== Segment start ==

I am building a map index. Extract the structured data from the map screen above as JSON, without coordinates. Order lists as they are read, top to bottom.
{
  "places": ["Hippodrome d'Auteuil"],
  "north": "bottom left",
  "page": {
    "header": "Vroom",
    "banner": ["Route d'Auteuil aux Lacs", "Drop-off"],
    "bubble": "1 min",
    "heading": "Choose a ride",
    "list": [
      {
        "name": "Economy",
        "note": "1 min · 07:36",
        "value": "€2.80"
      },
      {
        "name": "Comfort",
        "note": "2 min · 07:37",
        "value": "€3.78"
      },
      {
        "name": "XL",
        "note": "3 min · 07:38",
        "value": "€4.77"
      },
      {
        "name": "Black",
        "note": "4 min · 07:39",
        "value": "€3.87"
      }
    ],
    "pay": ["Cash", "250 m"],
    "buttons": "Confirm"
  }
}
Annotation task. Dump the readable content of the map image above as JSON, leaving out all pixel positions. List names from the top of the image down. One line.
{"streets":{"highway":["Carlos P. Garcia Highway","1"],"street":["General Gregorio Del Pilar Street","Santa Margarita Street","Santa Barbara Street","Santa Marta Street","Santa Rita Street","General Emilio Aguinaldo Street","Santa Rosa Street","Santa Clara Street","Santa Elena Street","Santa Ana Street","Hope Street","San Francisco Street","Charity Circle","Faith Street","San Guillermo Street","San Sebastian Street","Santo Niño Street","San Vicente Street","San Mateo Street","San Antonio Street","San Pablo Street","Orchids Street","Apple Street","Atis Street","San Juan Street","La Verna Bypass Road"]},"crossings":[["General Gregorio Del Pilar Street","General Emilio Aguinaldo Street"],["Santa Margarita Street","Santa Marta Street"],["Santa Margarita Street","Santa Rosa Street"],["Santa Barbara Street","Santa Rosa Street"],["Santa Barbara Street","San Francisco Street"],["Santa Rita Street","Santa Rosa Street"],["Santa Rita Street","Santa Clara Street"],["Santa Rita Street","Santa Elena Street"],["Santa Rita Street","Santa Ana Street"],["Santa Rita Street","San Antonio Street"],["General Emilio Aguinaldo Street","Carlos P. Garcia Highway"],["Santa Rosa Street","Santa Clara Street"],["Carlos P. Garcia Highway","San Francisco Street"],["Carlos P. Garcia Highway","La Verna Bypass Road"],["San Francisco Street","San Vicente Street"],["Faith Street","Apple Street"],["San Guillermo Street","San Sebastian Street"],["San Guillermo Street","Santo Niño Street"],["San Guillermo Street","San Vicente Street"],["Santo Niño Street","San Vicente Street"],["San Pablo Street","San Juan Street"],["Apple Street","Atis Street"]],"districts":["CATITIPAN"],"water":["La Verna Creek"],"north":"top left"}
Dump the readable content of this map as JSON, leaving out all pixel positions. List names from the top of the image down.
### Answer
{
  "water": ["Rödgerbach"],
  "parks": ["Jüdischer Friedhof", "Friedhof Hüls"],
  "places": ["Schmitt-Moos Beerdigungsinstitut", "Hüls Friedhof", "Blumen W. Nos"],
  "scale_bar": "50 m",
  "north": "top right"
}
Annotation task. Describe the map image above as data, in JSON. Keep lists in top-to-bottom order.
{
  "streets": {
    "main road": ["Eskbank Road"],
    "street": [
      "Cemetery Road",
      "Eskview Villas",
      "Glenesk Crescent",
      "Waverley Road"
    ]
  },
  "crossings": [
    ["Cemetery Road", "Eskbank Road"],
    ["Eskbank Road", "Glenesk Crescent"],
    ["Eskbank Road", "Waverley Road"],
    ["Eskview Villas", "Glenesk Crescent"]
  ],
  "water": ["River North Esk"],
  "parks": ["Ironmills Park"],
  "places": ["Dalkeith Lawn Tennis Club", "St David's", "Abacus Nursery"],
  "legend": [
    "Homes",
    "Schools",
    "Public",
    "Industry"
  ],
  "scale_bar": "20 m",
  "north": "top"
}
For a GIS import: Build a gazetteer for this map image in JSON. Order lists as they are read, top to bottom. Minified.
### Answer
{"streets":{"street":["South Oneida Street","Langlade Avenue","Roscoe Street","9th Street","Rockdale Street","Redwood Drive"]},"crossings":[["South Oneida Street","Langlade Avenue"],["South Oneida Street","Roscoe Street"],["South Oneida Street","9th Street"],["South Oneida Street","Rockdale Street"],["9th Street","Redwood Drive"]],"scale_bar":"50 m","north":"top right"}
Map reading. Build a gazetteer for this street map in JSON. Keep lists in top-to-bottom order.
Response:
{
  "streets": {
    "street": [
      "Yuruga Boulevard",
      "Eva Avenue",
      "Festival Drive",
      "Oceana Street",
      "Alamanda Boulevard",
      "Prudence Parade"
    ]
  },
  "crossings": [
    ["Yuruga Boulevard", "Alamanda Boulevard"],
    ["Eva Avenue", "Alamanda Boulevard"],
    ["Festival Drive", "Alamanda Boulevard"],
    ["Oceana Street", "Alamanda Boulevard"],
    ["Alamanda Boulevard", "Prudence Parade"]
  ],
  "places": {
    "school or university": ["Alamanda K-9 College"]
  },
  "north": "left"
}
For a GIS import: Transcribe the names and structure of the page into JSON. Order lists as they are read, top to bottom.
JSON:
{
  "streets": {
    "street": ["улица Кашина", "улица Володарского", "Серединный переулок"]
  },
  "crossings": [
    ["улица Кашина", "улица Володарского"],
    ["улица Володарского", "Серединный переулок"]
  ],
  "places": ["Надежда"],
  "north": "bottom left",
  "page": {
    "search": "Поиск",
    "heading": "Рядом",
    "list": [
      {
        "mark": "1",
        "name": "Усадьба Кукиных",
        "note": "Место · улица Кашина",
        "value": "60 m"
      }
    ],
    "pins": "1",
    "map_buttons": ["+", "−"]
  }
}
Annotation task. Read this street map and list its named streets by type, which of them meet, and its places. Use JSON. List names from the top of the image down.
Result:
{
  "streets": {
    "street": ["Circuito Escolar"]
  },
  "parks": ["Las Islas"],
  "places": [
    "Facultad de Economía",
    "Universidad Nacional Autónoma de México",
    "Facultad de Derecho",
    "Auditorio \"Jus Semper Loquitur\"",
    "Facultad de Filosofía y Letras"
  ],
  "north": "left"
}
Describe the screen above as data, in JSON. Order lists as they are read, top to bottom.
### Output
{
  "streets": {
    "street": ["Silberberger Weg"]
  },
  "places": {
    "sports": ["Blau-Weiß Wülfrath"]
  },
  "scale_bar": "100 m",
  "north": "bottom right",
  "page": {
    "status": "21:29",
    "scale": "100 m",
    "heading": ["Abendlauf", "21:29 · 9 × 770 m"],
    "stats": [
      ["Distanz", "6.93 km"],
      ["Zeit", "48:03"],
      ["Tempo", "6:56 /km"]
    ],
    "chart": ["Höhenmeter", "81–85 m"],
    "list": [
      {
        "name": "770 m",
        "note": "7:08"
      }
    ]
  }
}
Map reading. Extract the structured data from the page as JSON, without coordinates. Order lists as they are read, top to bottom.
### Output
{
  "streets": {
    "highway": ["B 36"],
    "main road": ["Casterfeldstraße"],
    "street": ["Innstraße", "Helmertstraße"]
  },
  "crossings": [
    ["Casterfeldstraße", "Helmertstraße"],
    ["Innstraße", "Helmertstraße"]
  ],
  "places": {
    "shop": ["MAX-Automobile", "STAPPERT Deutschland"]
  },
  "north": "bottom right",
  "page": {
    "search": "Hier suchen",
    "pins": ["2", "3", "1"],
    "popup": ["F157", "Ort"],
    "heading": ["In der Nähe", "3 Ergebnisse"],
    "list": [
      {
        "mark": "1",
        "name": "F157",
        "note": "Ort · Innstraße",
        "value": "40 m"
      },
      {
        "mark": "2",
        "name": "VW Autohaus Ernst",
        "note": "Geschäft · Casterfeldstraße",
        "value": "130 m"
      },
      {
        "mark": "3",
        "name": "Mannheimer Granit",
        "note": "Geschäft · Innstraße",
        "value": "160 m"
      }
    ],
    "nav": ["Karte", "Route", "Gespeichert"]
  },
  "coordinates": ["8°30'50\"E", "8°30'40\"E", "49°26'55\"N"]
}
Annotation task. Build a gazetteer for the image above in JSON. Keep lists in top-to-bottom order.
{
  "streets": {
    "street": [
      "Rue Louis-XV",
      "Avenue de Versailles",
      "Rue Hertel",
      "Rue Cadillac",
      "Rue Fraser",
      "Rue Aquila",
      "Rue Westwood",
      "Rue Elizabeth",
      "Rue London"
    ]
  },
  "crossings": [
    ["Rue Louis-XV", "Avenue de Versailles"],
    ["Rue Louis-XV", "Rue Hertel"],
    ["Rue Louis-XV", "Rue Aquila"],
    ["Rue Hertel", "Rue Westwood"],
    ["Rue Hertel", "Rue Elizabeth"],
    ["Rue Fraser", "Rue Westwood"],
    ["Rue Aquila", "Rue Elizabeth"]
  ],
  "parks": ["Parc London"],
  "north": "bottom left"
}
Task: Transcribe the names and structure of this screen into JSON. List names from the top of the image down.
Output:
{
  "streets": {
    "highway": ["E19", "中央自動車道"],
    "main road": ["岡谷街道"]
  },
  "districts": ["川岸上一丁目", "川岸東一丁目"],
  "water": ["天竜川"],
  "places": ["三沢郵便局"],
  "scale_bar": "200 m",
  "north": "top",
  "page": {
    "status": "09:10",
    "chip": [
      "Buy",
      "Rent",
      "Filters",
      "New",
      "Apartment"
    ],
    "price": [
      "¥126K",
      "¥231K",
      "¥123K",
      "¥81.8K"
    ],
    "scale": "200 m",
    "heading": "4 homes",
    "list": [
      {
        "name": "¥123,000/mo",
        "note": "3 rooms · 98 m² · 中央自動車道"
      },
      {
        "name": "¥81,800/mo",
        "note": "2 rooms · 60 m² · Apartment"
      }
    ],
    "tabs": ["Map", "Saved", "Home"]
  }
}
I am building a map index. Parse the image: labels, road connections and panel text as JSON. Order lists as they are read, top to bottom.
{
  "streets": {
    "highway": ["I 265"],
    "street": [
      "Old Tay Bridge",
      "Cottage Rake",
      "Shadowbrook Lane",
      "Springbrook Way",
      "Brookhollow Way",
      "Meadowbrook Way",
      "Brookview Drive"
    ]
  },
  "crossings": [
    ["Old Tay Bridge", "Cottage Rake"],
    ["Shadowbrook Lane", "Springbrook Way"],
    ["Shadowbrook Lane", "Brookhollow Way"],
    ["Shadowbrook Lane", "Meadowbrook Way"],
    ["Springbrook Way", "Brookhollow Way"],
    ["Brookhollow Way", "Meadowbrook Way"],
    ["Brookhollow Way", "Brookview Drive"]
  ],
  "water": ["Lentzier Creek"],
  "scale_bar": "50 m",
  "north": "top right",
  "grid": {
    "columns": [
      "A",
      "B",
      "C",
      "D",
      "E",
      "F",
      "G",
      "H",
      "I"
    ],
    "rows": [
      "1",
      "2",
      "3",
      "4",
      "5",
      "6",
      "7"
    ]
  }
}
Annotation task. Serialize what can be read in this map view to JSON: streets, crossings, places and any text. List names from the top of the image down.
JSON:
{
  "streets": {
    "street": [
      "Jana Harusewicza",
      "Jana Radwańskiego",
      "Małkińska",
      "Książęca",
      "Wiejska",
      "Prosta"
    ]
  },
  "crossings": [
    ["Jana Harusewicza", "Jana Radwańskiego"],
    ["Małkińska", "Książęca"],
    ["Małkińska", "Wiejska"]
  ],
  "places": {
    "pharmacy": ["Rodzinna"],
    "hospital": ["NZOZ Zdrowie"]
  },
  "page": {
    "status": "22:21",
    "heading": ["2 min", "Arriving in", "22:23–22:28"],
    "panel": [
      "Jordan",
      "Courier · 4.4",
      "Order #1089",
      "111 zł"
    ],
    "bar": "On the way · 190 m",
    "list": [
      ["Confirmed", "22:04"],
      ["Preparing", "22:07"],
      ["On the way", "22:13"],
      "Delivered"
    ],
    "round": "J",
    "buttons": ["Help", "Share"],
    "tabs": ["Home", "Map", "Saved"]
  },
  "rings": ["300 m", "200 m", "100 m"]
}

== Segment end ==

**WORK INSTRUCTIONS**. Collect each line of the entries that has the word "import", copying it in full.

**ANSWER SPACE**.
For a GIS import: Build a gazetteer for this map image in JSON. Order lists as they are read, top to bottom. Minified.
For a GIS import: Transcribe the names and structure of the page into JSON. Order lists as they are read, top to bottom.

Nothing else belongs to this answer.